Haagse lente

Met dank overgenomen van J.C. (Jan Kees) de Jager i, gepubliceerd op woensdag 6 april 2011.

Voorjaar! Voor velen de tijd van een cappuccino op het terras of een mooie strandwandeling. Voor mij staat de lente vooral in het teken van de Voorjaarsnota en de zogeheten voorjaarsbilateralen. Dat laatste is Haags jargon. Het komt er kort gezegd op neer dat alle ministers een voor een bij mij langs komen om hun begroting door te spreken. Daarbij kijken we niet alleen naar 2011 maar ook naar de jaren daarna.

In de ideale wereld zijn dit makkelijke gesprekken waarbij alles in lijn is met de ramingen uit de Miljoenennota, of nog beter: dat er sprake is van een klein overschot. Maar helaas, de ideale wereld bestaat niet. De woorden ‘tegenvaller’ en ‘probleem’ hoor ik vaker dan me lief is.

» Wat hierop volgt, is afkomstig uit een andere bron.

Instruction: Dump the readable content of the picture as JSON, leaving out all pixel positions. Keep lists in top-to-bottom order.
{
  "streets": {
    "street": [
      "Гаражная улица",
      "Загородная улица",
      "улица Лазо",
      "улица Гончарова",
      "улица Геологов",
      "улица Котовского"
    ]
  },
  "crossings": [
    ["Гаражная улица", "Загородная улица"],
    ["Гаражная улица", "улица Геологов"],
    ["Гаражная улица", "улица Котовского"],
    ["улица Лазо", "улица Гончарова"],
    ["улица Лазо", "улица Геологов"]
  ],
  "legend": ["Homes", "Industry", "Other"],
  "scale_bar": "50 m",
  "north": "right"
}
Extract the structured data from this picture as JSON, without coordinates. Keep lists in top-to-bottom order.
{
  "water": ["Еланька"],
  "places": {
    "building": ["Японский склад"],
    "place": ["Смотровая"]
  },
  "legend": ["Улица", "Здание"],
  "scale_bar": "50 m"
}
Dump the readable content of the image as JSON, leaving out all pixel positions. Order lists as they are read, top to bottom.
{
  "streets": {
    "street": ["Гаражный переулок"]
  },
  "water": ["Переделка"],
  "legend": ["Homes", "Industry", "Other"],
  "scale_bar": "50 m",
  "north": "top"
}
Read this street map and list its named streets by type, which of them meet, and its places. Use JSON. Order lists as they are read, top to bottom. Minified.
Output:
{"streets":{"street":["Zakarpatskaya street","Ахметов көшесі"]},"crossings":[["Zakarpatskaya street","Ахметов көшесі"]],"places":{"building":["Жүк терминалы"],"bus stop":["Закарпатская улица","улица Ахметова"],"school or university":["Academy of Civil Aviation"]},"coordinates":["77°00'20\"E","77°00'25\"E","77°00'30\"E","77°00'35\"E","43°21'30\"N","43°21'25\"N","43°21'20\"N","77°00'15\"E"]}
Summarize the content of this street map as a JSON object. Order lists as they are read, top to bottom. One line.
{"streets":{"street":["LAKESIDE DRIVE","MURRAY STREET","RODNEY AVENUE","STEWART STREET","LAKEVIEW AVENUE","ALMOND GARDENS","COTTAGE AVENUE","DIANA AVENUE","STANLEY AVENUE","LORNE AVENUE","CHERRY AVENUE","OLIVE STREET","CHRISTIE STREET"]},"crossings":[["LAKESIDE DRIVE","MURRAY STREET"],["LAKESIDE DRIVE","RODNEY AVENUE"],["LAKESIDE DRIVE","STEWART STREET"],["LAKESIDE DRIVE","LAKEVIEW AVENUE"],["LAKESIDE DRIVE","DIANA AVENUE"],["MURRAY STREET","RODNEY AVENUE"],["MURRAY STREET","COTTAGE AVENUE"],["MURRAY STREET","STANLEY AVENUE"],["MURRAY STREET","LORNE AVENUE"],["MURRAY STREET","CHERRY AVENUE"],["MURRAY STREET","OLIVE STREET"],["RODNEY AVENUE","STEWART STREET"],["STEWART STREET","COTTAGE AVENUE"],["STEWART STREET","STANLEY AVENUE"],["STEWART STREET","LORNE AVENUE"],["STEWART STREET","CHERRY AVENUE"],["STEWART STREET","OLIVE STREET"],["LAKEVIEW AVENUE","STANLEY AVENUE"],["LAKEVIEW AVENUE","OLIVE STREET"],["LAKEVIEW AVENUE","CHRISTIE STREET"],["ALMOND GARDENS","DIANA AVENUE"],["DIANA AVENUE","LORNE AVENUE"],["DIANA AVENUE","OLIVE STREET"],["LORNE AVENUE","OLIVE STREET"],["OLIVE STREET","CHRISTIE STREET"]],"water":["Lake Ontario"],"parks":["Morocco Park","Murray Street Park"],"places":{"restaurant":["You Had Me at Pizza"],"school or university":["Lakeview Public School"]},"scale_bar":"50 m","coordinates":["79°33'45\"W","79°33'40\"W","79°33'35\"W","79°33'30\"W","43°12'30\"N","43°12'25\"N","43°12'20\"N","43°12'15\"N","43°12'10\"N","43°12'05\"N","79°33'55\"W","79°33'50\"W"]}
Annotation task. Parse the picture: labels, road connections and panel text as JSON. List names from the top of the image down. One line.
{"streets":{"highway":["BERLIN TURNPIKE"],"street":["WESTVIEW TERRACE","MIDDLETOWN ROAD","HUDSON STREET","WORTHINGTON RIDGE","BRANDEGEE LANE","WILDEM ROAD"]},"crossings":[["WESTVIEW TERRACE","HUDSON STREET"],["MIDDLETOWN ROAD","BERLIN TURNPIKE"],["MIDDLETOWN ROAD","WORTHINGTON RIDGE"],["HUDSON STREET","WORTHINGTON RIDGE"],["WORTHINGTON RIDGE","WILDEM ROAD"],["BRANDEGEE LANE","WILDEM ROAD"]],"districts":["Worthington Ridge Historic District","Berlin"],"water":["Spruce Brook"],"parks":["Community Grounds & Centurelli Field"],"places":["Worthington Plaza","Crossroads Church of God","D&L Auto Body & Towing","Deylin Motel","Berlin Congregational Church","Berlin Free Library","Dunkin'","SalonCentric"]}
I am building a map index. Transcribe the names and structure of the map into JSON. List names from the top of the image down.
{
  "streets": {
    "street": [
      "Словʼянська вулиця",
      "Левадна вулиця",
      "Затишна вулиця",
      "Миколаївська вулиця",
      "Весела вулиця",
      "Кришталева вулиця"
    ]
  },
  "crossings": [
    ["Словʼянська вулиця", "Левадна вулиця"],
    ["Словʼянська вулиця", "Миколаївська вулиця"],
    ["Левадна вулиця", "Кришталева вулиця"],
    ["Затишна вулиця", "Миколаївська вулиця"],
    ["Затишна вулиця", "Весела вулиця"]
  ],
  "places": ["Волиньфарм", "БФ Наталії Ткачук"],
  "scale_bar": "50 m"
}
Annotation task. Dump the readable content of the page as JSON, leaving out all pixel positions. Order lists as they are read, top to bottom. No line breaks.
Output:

Tot nu toe verloopt het ene gesprek soepeler dan het andere. Hoewel ik op dit moment nog niet alle ministers heb gesproken, is er door het voortraject waarin mijn ambtenaren alles tot in de puntjes voorbereiden al een goed totaalbeeld. Als je alle gemelde problemen en tegenvallers bij elkaar optelt, dan gaat het voor dit lopende jaar om een totaalbedrag van rond de € 2 miljard. Dat is veel geld, maar het is wel belangrijk om dat in het juiste perspectief te zien: de totale begroting omvat ruim € 250 miljard aan uitgaven en de problematiek is qua omvang ongeveer vergelijkbaar met voorgaande jaren. Bovendien is er ook sprake van enkele meevallers in de vorm van uitgaven die lager zijn dan geraamd.

Ten aanzien van de tegenvallers hanteer ik steeds hetzelfde strenge uitgangspunt: iedere minister moet zijn eigen broek ophouden. Dat kan geen verrassing zijn, want we hebben het aan het begin van de rit zo afgesproken. En het staat in de begrotingsregels. Daarin is bovendien vastgelegd dat we meevallers die het gevolg zijn van hogere inkomsten niet inzetten om gaten te dekken, maar dat die gebruikt worden als extra aflossing op de staatsschuld. Dergelijke vuistregels zijn van cruciaal belang bij het op orde brengen van de overheidsfinanciën, het huishoudboekje van de Staat.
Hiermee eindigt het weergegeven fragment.